La température du corps féminin se situe en moyenne entre 35,6 et 36,7°C avant l’ovulation et 36,1 et 37,2°C après l’ovulation. Au fil des jours et des cycles, les données de la courbe sont scindées en deux parties : la première caractérisée par une température basse est appelée période folliculaire ou pré-ovulatoire et la seconde, pendant laquelle la température est haute, représente la période lutéale ou post-ovulatoire.

L’ovulation se situe au moment où les données de la courbe affichent la température la plus basse de la période folliculaire, juste avant l’augmentation thermique. Avec des données sur plusieurs mois, il sera plus facile d’estimer la période d’ovulation pendant les cycles. Il faut toutefois bien noter les jours où la température aurait été influencée par d’autres évènements tels qu’une maladie, une prise de médicaments, une nuit sans sommeil, etc.

 

Utiliser un test d’ovulation

C’est la méthode la plus fiable. Elle consiste à utiliser les tests d’ovulation vendus en pharmacie qui s’apparentent aux tests de grossesse, où l’on urine sur un bâtonnet et l’on attend qu’une ligne apparaisse. Le test permet de définir le taux d’hormone lutéinisante ou LH dans l’urine. Il faudra l’utiliser tous les jours durant les périodes du cycle où l’ovulation est le plus susceptible de se produire.

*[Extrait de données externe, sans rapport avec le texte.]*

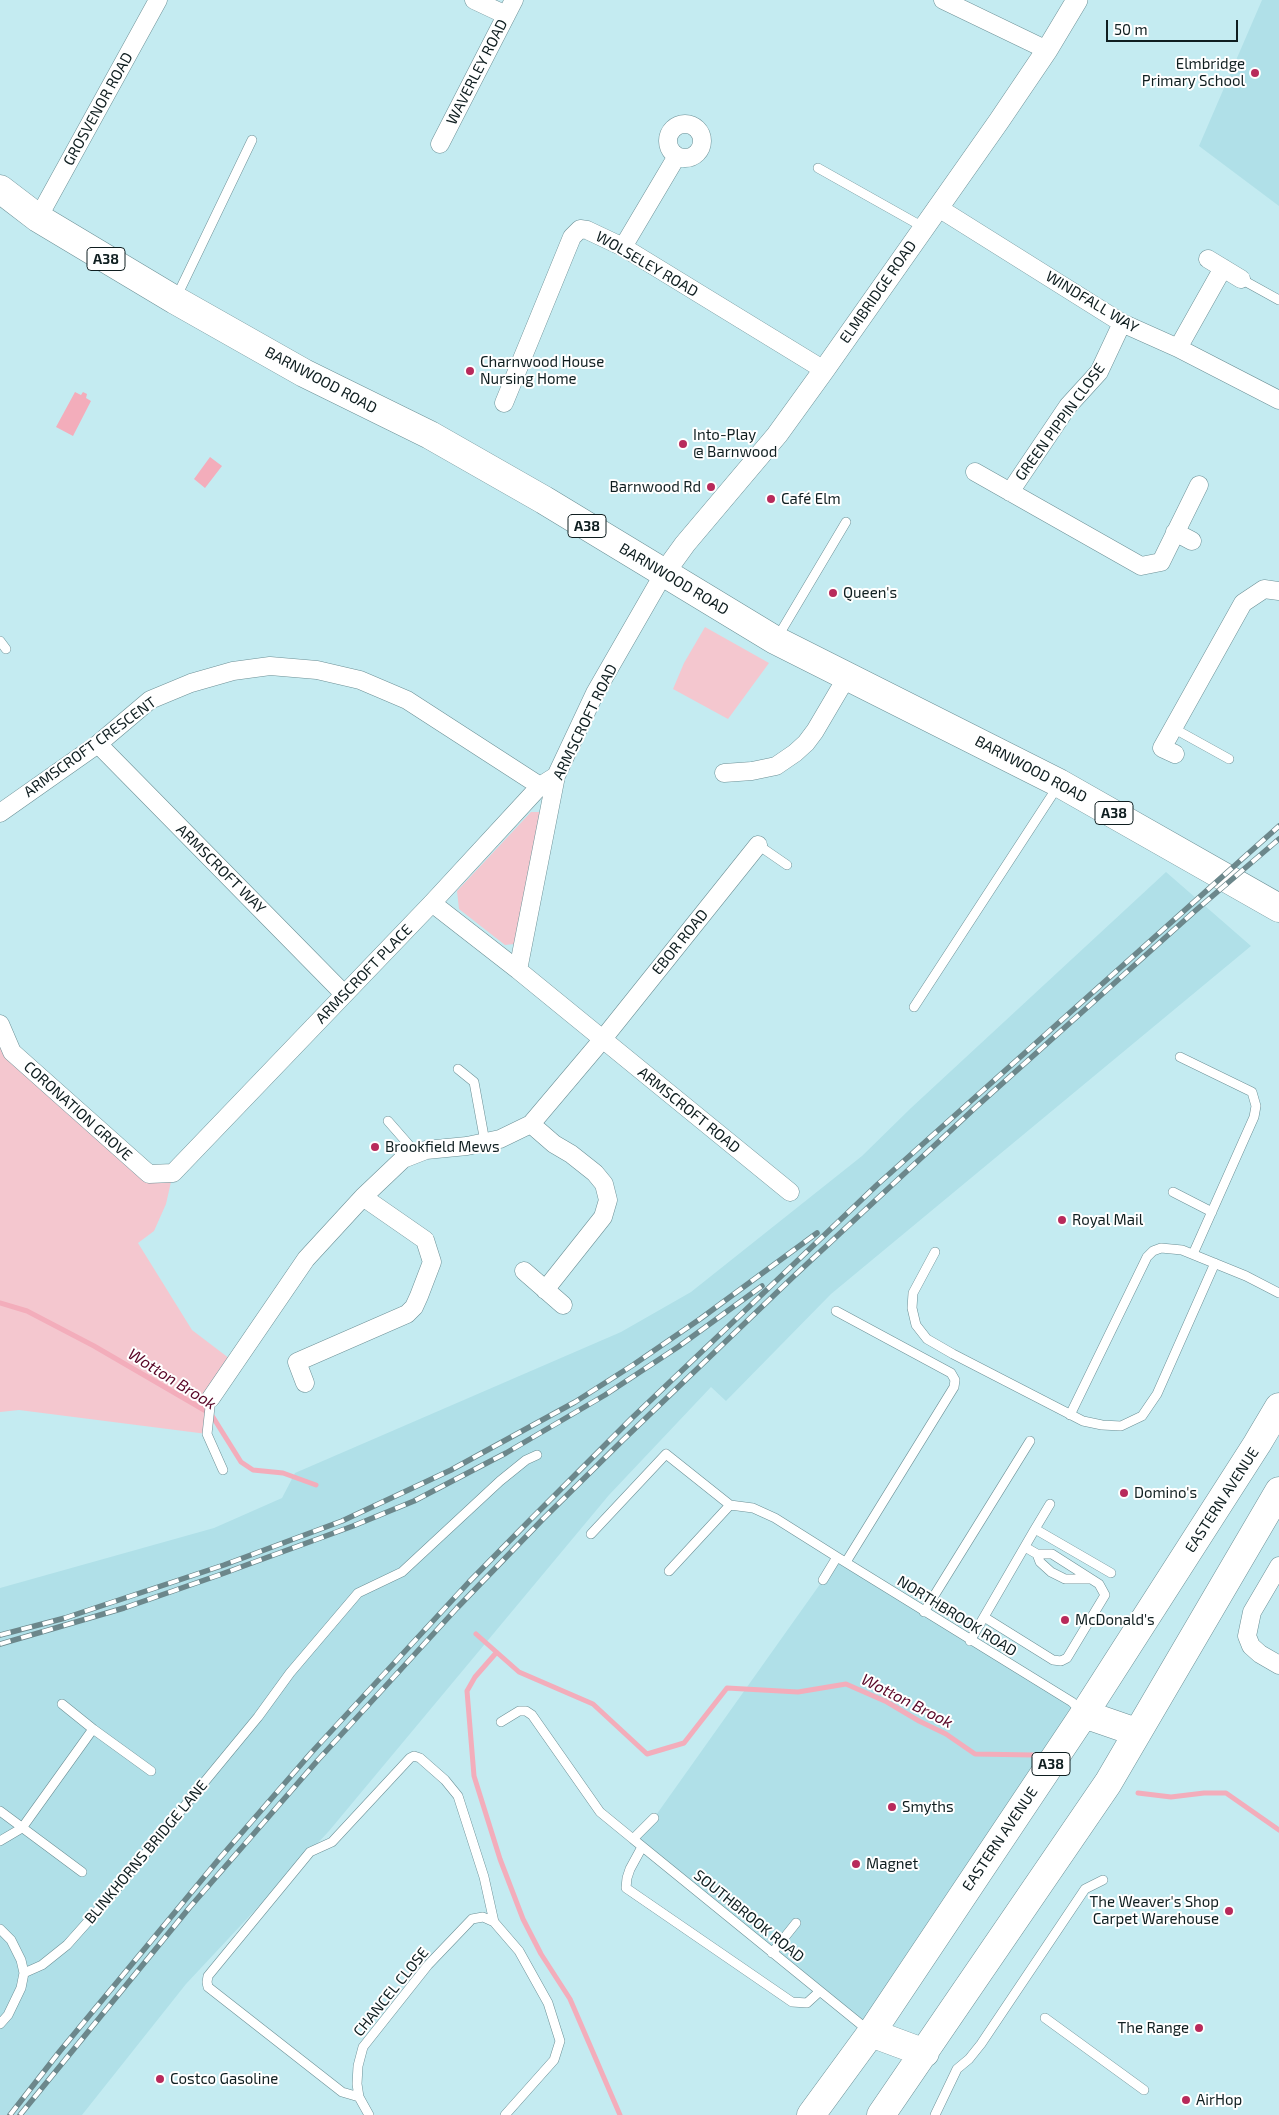 <!DOCTYPE html>
<meta charset="utf-8">
<style>
body{margin:0}
#map{position:relative;width:1279px;height:2115px;overflow:hidden;background:#c4ebf1;font-family:"Exo 2",sans-serif}
canvas{display:block}
.scale{position:absolute;left:1106px;top:20px;width:132px;height:22px;box-sizing:border-box;border:2px solid #0f1e20;border-top:0;padding-left:6px;font-size:15px;line-height:18px;white-space:nowrap;color:#0f1e20;-webkit-text-stroke:4px #fff;paint-order:stroke}
</style>
<div id="map">
<canvas width="1279" height="2115"></canvas>
<div class="scale">50 m</div>
</div>
<script>
const ctx = document.querySelector('canvas').getContext('2d');
ctx.lineJoin = 'round';
function paint(path, color) { ctx.fillStyle = color; ctx.fill(path, 'evenodd'); }
const shape = rows => new Path2D(rows.map(r => 'M' + r).join(''));
function stroke(path, color, width, dash) { ctx.strokeStyle = color; ctx.lineWidth = width; ctx.lineCap = dash ? 'butt' : 'round'; ctx.setLineDash(dash || []); ctx.stroke(path); }
function write(font, color, halo, rows, align = 'center') {
  ctx.font = font + ' "Exo 2",sans-serif'; ctx.lineWidth = 4; ctx.setLineDash([]); ctx.textBaseline = 'middle'; ctx.strokeStyle = halo; ctx.fillStyle = color; for (const [text, x, y, turn = 0] of rows) {
    ctx.save(); ctx.translate(x, y); ctx.rotate((+turn || 0) * Math.PI / 180); ctx.textAlign = isNaN(turn) ? turn : align; if (halo) ctx.strokeText(text, 0, 0); ctx.fillText(text, 0, 0); ctx.restore();
  }
}
paint(shape([
 [1262,0,1279,0,1279,206,1199,146],
 [1166,872,1251,946,831,1294,726,1401,711,1387,609,1495,329,1831,186,1984,82,2115,0,2115,0,1588,214,1528,282,1498,295,1473,621,1332,691,1292,862,1156,911,1108],
 [837,1557,1084,1714,871,2033,633,1839,654,1818,823,1580]
]), '#b0e0e8');
paint(shape([
 [705,627,769,663,728,719,673,689,684,663],
 [531,812,540,812,514,944,505,945,459,909,457,891],
 [0,1024,12,1052,149,1174,173,1173,166,1204,154,1231,138,1243,192,1330,234,1362,211,1398,207,1434,19,1410,0,1412]
]), '#f4c7cf');
paint(shape([
 [75,392,81,395,83,392,87,394,86,398,91,401,73,436,56,427],
 [210,457,222,466,205,488,194,479]
]), '#f3adbb');
stroke(shape([
 [0,1303,27,1311,94,1346,211,1414,241,1462,253,1470,283,1473,316,1485],
 [476,1634,519,1672,593,1704,647,1754,684,1743,727,1688,798,1692,846,1684,887,1702,919,1721,946,1734,975,1754,1033,1755],
 [496,1653,475,1677,467,1691,474,1776,500,1859,523,1919,541,1954,570,1999,620,2115],
 [1138,1793,1171,1797,1204,1793,1226,1793,1279,1830]
]), '#f3adbb', 5);
const service = shape([
 [818,168,923,227],
 [1241,279,1279,300],
 [176,298,252,140],
 [777,638,846,522],
 [0,641,6,649],
 [1173,728,1229,759],
 [758,845,787,865],
 [914,1007,1058,786],
 [1180,1057,1252,1092,1256,1106,1254,1117,1193,1254],
 [458,1069,474,1082,485,1142],
 [388,1121,416,1153],
 [1173,1192,1212,1212],
 [935,1252,913,1293,912,1308,916,1325,927,1339,953,1354,1083,1421,1102,1425,1121,1426,1142,1416,1157,1394,1215,1263],
 [836,1311,951,1373,955,1380,954,1387,846,1562],
 [211,1398,207,1434,223,1470],
 [1070,1415,1147,1257,1153,1251,1161,1248,1182,1250,1246,1276,1279,1293],
 [1035,1529,1050,1504],
 [591,1534,666,1454,730,1505],
 [1037,1554,1040,1562,1051,1572,1065,1579,1090,1579],
 [669,1571,730,1505,753,1508,775,1518,837,1557],
 [823,1580,837,1557,1072,1702,1082,1712],
 [924,1612,1030,1441],
 [984,1617,1053,1660,1061,1661,1067,1658,1105,1595,1099,1584,1052,1554,1037,1554,1025,1547],
 [970,1641,1035,1529,1111,1573],
 [62,1704,93,1729],
 [501,1722,519,1711,526,1711,532,1715,600,1812,633,1839],
 [0,1811,82,1872],
 [654,1818,633,1839,869,2031],
 [0,1841,22,1828,93,1729,151,1771],
 [642,1847,630,1869,627,1878,626,1888,792,2002,807,2003,819,1992],
 [0,1929,11,1940,21,1960,24,1973,21,1988,8,2015,0,2024],
 [772,1953,796,1923],
 [24,1973,42,1965,67,1945,108,1899,258,1717,290,1673,358,1593,402,1572,500,1481,526,1460,537,1455],
 [1045,2018,1144,2090],
 [359,2097,342,2092,208,1987,207,1982,208,1976,310,1852,332,1842,410,1758,414,1756,420,1758,445,1780,458,1796,484,1877,494,1922,519,1951,548,2003,560,2041,554,2060,505,2115],
 [369,2115,359,2097,357,2084,358,2066,363,2047,428,1965,472,1919,483,1917,494,1922],
 [935,2115,957,2069,969,2059,981,2044,1085,1889,1103,1880]
]);
const minor = shape([
 [474,0,506,15],
 [943,0,1047,50],
 '668 141a17 17 0 1 1 34 0a17 17 0 1 1-34 0Z',
 [440,144,514,0],
 [937,207,1122,323,1178,348,1279,400],
 [38,218,158,0],
 [623,247,677,156],
 [1208,259,1241,279],
 [1178,348,1223,268],
 [504,403,572,237,580,229,587,230,623,247,824,370],
 [975,472,1141,566,1161,562,1199,485],
 [1010,492,1068,406,1099,372,1122,323],
 [1175,532,1192,541],
 [98,744,344,994],
 [1175,754,1162,748,1243,603,1264,589,1279,591],
 [724,773,752,771,776,766,795,753,806,743,815,731,848,675],
 [0,813,98,744,150,700,191,683,233,671,270,666,317,670,360,680,407,700,540,786],
 [432,903,518,970,790,1192],
 [518,970,556,776,595,693,664,573],
 [0,1024,12,1052,149,1174,173,1173,432,903,540,786,556,776],
 [531,1124,554,1144,571,1154,595,1173,604,1184,608,1200,603,1217,545,1290],
 [524,1271,563,1305],
 [305,1383,297,1362,407,1314,414,1307,419,1296,432,1262,425,1240,363,1197],
 [211,1398,306,1259,363,1197,403,1159,426,1150,467,1146,500,1139,531,1124,602,1040,758,845],
 [1279,1566,1252,1612,1247,1636,1251,1646,1260,1654,1279,1665]
]);
const tertiary = shape([
 [664,573,685,544,777,435,824,370,999,121,1047,50,1077,0]
]);
const primary = shape([
 [0,189,38,218,175,300,304,373,430,435,544,500,775,640,1059,783,1279,908]
]);
const trunk = shape([
 [1084,1714,1136,1732],
 [871,2033,925,2053],
 [811,2115,871,2033,1084,1714,1257,1444,1279,1407],
 [881,2115,1108,1783,1279,1491]
]);
stroke(service, '#6c9096', 10);
stroke(minor, '#6c9096', 19);
stroke(tertiary, '#6c9096', 22);
stroke(primary, '#6c9096', 29);
stroke(trunk, '#6c9096', 29);
stroke(service, '#fff', 9);
stroke(minor, '#fff', 18);
stroke(tertiary, '#fff', 21);
stroke(primary, '#fff', 28);
stroke(trunk, '#fff', 28);
const rail = shape([
 [0,1635,65,1618,224,1565,342,1521,451,1470,575,1402,633,1365,700,1319,817,1233],
 [0,1644,124,1608,219,1575,353,1526,414,1501,506,1453,605,1395,678,1347,762,1286],
 [10,2115,60,2051,219,1859,311,1753,469,1582,531,1519,632,1418,878,1184,1279,826],
 [20,2115,190,1907,318,1760,457,1608,543,1519,623,1440,793,1277,976,1107,1195,911,1279,839]
]);
stroke(rail, '#6c878b', 5.5);
stroke(rail, '#fff', 4, [11]);
for (const [x, y, r, color] of [
 [1255,73,5,"#b82a5b"],
 [470,371,5,"#b82a5b"],
 [683,444,5,"#b82a5b"],
 [711,487,5,"#b82a5b"],
 [771,499,5,"#b82a5b"],
 [833,593,5,"#b82a5b"],
 [375,1147,5,"#b82a5b"],
 [1062,1220,5,"#b82a5b"],
 [1124,1493,5,"#b82a5b"],
 [1065,1620,5,"#b82a5b"],
 [892,1807,5,"#b82a5b"],
 [856,1864,5,"#b82a5b"],
 [1229,1911,5,"#b82a5b"],
 [1199,2028,5,"#b82a5b"],
 [160,2079,5,"#b82a5b"],
 [1186,2100,5,"#b82a5b"]
]) { const dot = new Path2D(); dot.arc(x, y, r, 0, 2 * Math.PI); ctx.fillStyle = color; ctx.fill(dot); stroke(dot, '#fff', 2); }
for (const [x, y, w] of [
 [106,259,38],
 [587,526,38],
 [1114,813,38],
 [1051,1764,38]
]) { const box = new Path2D(); box.roundRect(x - w / 2, y - 11.5, w, 23, 4); ctx.fillStyle = '#fff'; ctx.fill(box); stroke(box, '#0f1e20', 1); }
write('bold 14px', '#0f1e20', null, [
 ["A38",106,259],
 ["A38",587,526],
 ["A38",1114,813],
 ["A38",1051,1764]
]);
write('15px', '#0f1e20', '#fff', [
 ["Elmbridge",1245,64,"right"],
 ["Primary School",1245,81,"right"],
 ["Charnwood House",480,362],
 ["Nursing Home",480,379],
 ["Into-Play",693,435],
 ["@ Barnwood",693,452],
 ["Barnwood Rd",701,487,"right"],
 ["Café Elm",781,499],
 ["Queen's",843,593],
 ["Brookfield Mews",385,1147],
 ["Royal Mail",1072,1220],
 ["Domino's",1134,1493],
 ["McDonald's",1075,1620],
 ["Smyths",902,1807],
 ["Magnet",866,1864],
 ["The Weaver's Shop",1219,1902,"right"],
 ["Carpet Warehouse",1219,1919,"right"],
 ["The Range",1189,2028,"right"],
 ["Costco Gasoline",170,2079],
 ["AirHop",1196,2100]
], 'left');
write('15px', '#0f1e20', '#fff', [
 ["WAVERLEY ROAD",477,72,-63],
 ["GROSVENOR ROAD",98,109,-61],
 ["WOLSELEY ROAD",647,264,30],
 ["ELMBRIDGE ROAD",878,292,-55],
 ["WINDFALL WAY",1092,302,31],
 ["BARNWOOD ROAD",321,380,28],
 ["GREEN PIPPIN CLOSE",1060,422,-54],
 ["BARNWOOD ROAD",674,579,31],
 ["ARMSCROFT ROAD",585,722,-64],
 ["ARMSCROFT CRESCENT",90,747,-36],
 ["BARNWOOD ROAD",1031,769,28],
 ["ARMSCROFT WAY",221,869,45],
 ["EBOR ROAD",680,942,-51],
 ["ARMSCROFT PLACE",364,974,-46],
 ["ARMSCROFT ROAD",689,1110,39],
 ["CORONATION GROVE",78,1111,42],
 ["EASTERN AVENUE",1222,1500,-57],
 ["NORTHBROOK ROAD",957,1616,32],
 ["EASTERN AVENUE",1000,1839,-56],
 ["BLINKHORNS BRIDGE LANE",146,1852,-50],
 ["SOUTHBROOK ROAD",749,1916,39],
 ["CHANCEL CLOSE",391,1992,-51]
]);
write('italic 16px', '#590727', '#fff', [
 ["Wotton Brook",172,1379,32],
 ["Wotton Brook",907,1701,27]
]);
</script>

L’ovulation se situe après 36 à 38 heures du pic de taux de LH, ce qui permet de mieux anticiper le meilleur moment de la conception d’un bébé. Afin d’affiner les résultats, il est conseillé d’équilibrer la consommation d’eau avant les tests : pas trop ni peu d’eau, pas d’alcool ni de caféine. Il faut également utiliser les tests à usage unique pendant 4 à 5 jours d’affilée, puis sur 3 jours en moyenne lors des cycles suivants.

 

Reconnaitre les signes naturels

Mis à part via les calculs, la température et les tests, l’ovulation peut se reconnaitre à travers différents signes physiques, en inspectant notamment la glaire cervicale. C’est la méthode Billings. Cette substance qui protège le col de l’utérus prend différents aspects pendant le cycle menstruel. L’ovulation se produit au moment où celle-ci devient abondante, liquide et glissante comme un « blanc d’œuf » que l’on peut étirer entre ses doigts.

Pour d’autres femmes, elle se reconnait grâce à une libido ultrasensible, des seins tendus et/ou lourds ou encore des douleurs abdominales au niveau de l’utérus ou des ovaires. Cette douleur latéralisée au niveau du bas ventre serait due à l’expulsion de l’ovule par l’ovaire.

Dans tous les cas, il est conseillé de combiner plusieurs méthodes de calcul d’ovulation si l’on veut booster les chances de tomber enceinte.